= EXERCISE DIRECTIONS =
Going through the data below, tally every line where the string "rows" occurs, then give only the tally.

*** STORED DATA ***

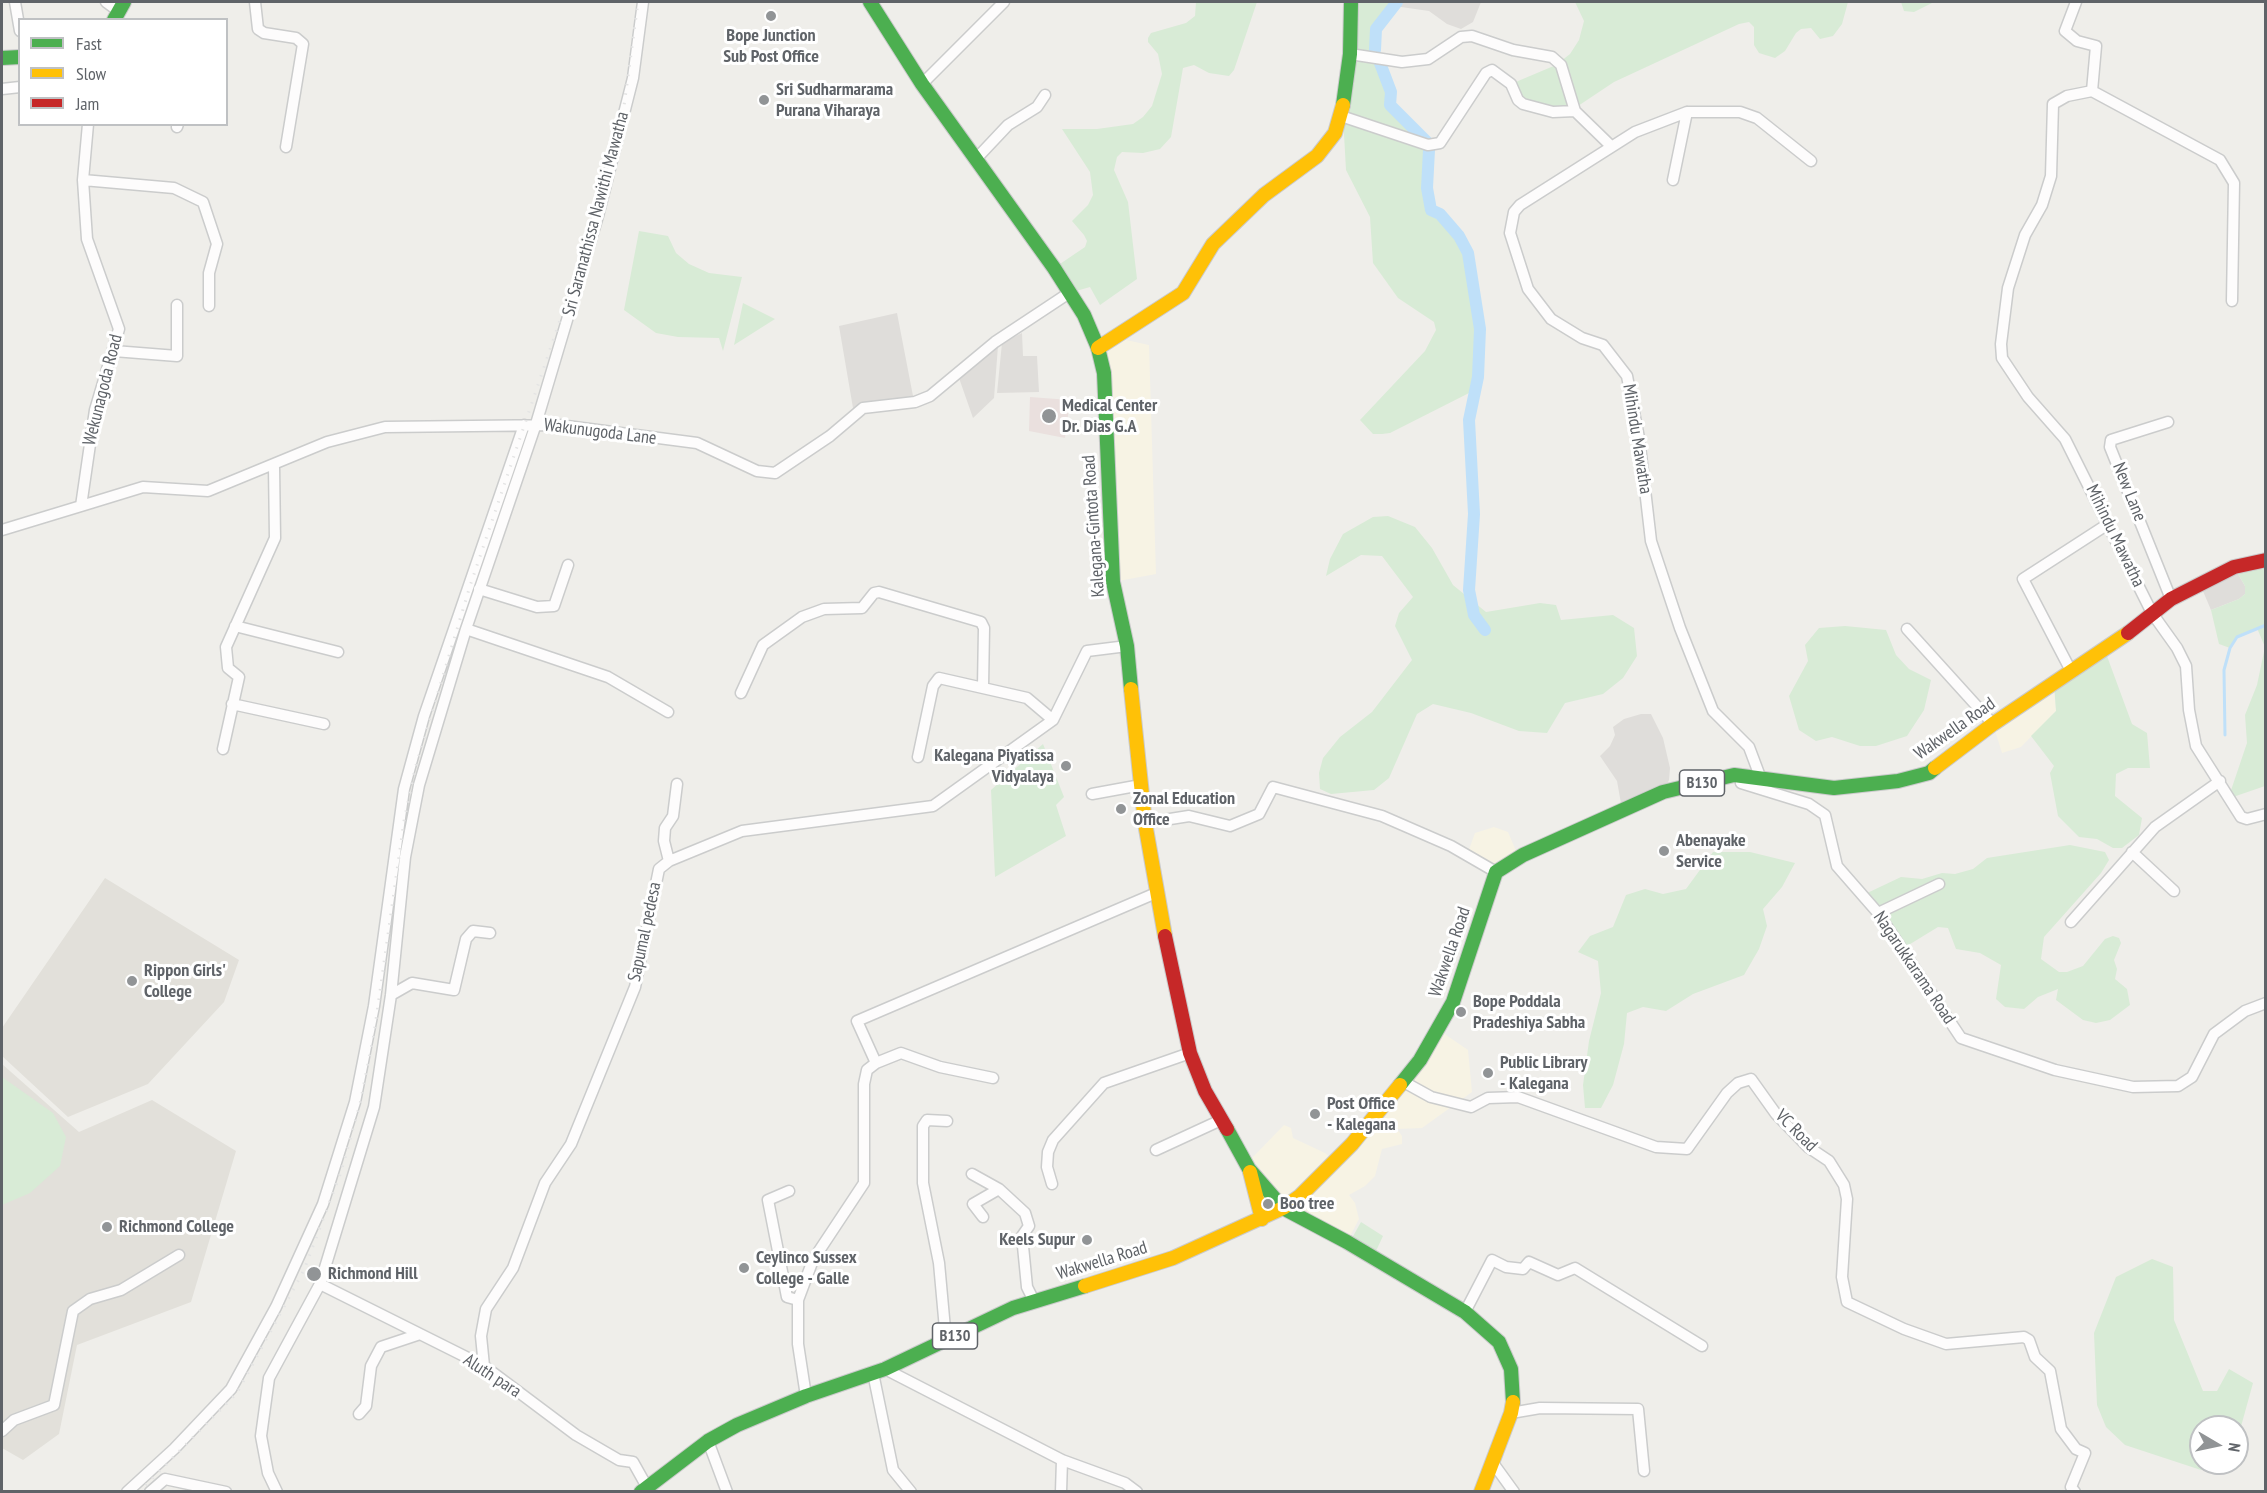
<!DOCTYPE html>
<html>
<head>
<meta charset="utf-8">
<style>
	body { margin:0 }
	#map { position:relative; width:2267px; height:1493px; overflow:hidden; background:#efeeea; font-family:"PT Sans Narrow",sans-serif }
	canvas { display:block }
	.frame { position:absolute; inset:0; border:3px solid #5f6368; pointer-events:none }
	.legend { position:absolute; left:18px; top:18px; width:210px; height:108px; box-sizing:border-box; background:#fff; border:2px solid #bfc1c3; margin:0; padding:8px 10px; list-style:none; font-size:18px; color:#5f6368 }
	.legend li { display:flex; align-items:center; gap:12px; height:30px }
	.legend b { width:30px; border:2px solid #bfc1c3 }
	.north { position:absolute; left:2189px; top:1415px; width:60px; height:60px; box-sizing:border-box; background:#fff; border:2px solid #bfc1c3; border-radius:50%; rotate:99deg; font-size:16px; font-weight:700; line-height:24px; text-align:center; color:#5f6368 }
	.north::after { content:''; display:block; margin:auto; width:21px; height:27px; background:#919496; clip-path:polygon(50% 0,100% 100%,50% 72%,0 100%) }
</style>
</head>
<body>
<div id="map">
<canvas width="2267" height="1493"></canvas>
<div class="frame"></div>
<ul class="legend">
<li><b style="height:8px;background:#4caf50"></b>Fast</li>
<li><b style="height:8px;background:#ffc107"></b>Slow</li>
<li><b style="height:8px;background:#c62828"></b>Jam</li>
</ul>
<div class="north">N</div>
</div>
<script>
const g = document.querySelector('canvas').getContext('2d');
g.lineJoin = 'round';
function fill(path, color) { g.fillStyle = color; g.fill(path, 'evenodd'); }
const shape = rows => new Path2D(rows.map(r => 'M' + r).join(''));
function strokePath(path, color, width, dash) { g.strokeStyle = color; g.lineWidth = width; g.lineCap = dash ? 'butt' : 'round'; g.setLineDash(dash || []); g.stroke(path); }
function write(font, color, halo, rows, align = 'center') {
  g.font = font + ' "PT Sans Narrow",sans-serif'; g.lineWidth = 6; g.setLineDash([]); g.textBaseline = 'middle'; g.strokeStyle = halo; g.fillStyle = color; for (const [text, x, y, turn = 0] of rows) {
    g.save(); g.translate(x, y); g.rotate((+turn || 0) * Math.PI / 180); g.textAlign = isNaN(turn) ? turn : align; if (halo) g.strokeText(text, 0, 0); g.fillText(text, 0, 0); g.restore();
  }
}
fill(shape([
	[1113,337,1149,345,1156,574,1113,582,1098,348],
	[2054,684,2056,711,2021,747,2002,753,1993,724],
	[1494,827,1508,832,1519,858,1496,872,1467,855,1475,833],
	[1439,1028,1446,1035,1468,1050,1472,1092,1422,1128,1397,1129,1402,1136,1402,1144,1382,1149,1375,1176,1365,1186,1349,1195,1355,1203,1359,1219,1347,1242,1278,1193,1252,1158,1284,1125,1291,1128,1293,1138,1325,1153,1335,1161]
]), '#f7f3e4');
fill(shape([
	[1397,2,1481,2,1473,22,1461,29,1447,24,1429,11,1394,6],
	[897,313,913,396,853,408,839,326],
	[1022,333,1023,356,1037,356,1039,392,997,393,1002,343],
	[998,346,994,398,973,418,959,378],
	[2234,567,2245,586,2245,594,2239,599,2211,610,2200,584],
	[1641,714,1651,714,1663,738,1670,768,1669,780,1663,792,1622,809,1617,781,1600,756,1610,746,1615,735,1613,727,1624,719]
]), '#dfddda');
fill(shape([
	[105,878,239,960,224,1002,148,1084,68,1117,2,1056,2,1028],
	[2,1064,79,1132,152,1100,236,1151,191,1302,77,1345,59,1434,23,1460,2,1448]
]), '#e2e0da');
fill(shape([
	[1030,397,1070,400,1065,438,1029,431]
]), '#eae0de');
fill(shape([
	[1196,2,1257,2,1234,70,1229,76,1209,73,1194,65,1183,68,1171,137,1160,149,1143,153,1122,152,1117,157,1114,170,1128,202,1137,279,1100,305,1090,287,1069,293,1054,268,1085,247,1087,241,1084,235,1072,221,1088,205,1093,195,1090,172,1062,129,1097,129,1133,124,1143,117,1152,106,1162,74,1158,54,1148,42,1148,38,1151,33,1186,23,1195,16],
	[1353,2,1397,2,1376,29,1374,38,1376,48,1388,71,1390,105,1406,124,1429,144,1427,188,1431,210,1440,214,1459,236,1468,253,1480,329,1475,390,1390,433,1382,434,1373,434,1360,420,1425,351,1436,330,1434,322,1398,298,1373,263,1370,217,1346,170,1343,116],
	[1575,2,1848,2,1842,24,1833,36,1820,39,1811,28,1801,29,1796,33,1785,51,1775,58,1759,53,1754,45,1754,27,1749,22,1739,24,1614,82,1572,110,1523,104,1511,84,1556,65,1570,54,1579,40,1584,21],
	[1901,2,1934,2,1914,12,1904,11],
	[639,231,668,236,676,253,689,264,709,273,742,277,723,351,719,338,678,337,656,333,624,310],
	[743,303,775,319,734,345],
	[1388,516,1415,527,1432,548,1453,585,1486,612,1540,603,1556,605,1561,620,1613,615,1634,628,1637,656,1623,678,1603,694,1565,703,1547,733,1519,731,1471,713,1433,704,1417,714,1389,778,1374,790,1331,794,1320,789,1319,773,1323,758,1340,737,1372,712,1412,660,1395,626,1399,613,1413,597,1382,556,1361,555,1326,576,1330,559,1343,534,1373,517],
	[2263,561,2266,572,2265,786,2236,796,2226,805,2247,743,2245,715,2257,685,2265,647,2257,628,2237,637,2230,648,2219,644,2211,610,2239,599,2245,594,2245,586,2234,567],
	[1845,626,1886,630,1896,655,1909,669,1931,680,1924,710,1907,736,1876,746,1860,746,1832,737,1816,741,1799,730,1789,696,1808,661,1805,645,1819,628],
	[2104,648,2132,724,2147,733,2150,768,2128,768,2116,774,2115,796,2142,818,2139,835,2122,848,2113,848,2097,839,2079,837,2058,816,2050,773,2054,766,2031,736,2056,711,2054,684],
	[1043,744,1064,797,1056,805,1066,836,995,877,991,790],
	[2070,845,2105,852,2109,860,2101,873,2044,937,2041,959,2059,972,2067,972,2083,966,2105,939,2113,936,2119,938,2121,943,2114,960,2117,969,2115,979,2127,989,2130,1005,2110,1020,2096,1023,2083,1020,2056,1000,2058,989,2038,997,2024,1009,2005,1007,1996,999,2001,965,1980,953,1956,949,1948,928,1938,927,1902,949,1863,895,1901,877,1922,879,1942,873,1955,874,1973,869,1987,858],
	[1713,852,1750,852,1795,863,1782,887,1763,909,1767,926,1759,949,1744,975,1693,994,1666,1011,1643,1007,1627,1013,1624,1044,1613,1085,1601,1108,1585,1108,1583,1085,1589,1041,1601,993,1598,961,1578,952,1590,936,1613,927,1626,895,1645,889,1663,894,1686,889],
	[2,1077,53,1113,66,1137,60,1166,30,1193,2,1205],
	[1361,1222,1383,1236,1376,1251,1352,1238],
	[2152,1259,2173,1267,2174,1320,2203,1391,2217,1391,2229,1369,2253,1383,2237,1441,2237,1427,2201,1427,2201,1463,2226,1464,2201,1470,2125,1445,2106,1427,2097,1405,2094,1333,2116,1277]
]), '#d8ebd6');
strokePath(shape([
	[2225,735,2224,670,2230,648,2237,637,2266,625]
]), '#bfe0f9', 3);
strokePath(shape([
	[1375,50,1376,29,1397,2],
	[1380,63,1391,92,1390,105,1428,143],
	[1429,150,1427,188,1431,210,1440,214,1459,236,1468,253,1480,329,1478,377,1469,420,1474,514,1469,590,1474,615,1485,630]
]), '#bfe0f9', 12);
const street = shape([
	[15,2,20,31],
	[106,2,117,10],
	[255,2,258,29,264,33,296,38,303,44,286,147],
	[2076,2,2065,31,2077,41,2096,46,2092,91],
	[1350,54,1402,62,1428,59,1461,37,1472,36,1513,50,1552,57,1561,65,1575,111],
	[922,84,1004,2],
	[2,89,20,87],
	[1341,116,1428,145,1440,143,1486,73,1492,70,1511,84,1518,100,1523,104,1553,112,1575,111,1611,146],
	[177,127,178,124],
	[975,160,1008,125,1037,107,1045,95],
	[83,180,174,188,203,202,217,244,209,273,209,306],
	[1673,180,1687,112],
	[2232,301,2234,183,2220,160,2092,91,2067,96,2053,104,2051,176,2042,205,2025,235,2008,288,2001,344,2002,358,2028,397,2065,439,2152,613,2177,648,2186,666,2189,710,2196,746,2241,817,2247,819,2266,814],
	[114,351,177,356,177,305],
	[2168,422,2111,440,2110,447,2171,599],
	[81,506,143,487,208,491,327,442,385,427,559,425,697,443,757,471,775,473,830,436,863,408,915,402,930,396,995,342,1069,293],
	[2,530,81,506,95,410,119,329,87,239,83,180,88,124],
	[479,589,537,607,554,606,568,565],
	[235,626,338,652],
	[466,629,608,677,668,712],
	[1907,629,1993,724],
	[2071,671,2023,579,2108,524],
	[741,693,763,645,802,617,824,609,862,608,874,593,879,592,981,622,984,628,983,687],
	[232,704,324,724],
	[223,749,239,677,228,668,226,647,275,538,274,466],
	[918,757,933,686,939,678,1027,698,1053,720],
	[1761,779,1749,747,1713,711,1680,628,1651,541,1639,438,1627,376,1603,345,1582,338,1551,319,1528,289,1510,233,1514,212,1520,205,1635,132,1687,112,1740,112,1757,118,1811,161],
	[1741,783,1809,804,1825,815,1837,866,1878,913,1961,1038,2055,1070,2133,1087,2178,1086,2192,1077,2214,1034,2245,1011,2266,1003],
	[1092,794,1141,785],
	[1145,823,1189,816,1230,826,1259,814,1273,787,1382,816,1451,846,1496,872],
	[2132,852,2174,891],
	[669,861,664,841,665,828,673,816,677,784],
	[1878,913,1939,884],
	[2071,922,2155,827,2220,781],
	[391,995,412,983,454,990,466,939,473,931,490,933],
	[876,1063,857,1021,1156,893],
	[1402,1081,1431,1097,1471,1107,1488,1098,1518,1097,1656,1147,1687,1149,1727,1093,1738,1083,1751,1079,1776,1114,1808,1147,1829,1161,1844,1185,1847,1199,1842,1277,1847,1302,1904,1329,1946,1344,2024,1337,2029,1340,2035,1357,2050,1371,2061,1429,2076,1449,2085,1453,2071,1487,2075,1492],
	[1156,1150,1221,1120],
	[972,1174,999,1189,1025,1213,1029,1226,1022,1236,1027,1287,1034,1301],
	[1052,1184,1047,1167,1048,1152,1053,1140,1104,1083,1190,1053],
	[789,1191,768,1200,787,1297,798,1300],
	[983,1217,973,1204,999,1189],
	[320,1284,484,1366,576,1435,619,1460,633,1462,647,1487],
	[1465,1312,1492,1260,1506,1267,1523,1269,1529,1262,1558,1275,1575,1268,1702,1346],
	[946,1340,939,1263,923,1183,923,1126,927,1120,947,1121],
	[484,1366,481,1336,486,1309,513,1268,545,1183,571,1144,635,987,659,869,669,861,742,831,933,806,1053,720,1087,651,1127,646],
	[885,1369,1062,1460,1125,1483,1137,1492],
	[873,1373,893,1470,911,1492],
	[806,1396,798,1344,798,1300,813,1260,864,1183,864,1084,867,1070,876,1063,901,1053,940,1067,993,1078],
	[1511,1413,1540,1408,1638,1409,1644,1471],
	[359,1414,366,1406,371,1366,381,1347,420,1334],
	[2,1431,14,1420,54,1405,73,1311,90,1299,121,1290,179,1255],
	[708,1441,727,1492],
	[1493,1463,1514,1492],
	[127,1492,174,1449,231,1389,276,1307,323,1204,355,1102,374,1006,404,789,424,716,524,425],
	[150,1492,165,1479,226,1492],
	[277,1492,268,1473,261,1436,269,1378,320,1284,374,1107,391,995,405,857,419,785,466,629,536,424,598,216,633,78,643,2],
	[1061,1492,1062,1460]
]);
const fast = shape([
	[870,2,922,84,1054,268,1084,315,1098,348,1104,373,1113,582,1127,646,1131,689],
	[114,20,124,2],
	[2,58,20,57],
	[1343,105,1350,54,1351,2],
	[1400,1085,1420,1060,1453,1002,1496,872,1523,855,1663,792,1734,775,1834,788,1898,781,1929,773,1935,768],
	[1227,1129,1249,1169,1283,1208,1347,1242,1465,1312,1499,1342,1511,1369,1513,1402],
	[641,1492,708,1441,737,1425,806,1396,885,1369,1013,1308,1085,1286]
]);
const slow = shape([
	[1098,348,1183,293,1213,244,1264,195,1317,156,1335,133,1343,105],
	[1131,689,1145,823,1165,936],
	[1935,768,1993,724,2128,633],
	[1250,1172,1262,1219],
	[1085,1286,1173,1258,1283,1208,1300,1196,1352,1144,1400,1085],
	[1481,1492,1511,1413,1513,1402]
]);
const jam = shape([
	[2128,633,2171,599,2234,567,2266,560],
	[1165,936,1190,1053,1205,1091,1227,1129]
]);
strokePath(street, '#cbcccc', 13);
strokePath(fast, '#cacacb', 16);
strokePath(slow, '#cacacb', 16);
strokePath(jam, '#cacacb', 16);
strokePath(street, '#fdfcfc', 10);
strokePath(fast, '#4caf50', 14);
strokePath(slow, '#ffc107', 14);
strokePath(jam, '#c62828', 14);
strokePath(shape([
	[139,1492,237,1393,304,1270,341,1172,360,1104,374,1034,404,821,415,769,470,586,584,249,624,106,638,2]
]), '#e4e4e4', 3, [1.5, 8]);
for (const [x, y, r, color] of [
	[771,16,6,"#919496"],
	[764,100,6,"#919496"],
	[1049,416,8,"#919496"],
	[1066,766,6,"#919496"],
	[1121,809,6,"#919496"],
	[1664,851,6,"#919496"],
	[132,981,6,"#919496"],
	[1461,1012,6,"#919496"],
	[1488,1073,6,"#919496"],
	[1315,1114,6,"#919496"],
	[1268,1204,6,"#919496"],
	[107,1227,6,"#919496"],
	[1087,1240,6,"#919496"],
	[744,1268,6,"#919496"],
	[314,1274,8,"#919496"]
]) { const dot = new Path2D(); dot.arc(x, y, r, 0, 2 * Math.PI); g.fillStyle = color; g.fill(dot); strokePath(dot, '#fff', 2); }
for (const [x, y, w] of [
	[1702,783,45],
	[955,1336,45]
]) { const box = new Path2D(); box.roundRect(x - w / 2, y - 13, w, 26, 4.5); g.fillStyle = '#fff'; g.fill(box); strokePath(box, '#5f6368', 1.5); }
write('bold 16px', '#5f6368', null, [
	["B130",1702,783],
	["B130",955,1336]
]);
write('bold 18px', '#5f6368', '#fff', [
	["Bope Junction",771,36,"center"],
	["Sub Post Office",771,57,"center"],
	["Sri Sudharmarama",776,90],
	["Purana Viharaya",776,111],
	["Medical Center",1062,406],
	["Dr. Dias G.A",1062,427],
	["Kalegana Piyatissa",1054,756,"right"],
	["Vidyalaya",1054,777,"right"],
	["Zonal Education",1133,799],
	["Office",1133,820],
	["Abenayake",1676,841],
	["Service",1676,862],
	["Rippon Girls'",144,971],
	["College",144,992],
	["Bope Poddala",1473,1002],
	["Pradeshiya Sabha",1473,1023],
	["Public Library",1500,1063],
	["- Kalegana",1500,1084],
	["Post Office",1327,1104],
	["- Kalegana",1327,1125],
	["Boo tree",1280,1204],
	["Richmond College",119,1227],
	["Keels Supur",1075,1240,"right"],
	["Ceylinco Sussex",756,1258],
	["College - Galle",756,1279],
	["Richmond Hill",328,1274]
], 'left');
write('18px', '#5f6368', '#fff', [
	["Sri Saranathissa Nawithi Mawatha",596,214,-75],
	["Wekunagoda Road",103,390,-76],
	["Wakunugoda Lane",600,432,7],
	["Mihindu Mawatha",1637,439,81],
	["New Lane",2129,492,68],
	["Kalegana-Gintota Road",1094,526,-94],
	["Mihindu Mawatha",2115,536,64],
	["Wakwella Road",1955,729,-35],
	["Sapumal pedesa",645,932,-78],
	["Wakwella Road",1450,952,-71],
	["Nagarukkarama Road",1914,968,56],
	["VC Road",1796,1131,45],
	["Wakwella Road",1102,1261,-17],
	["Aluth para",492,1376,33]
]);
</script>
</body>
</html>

*** End of STORED DATA ***

= YOUR RESPONSE =
3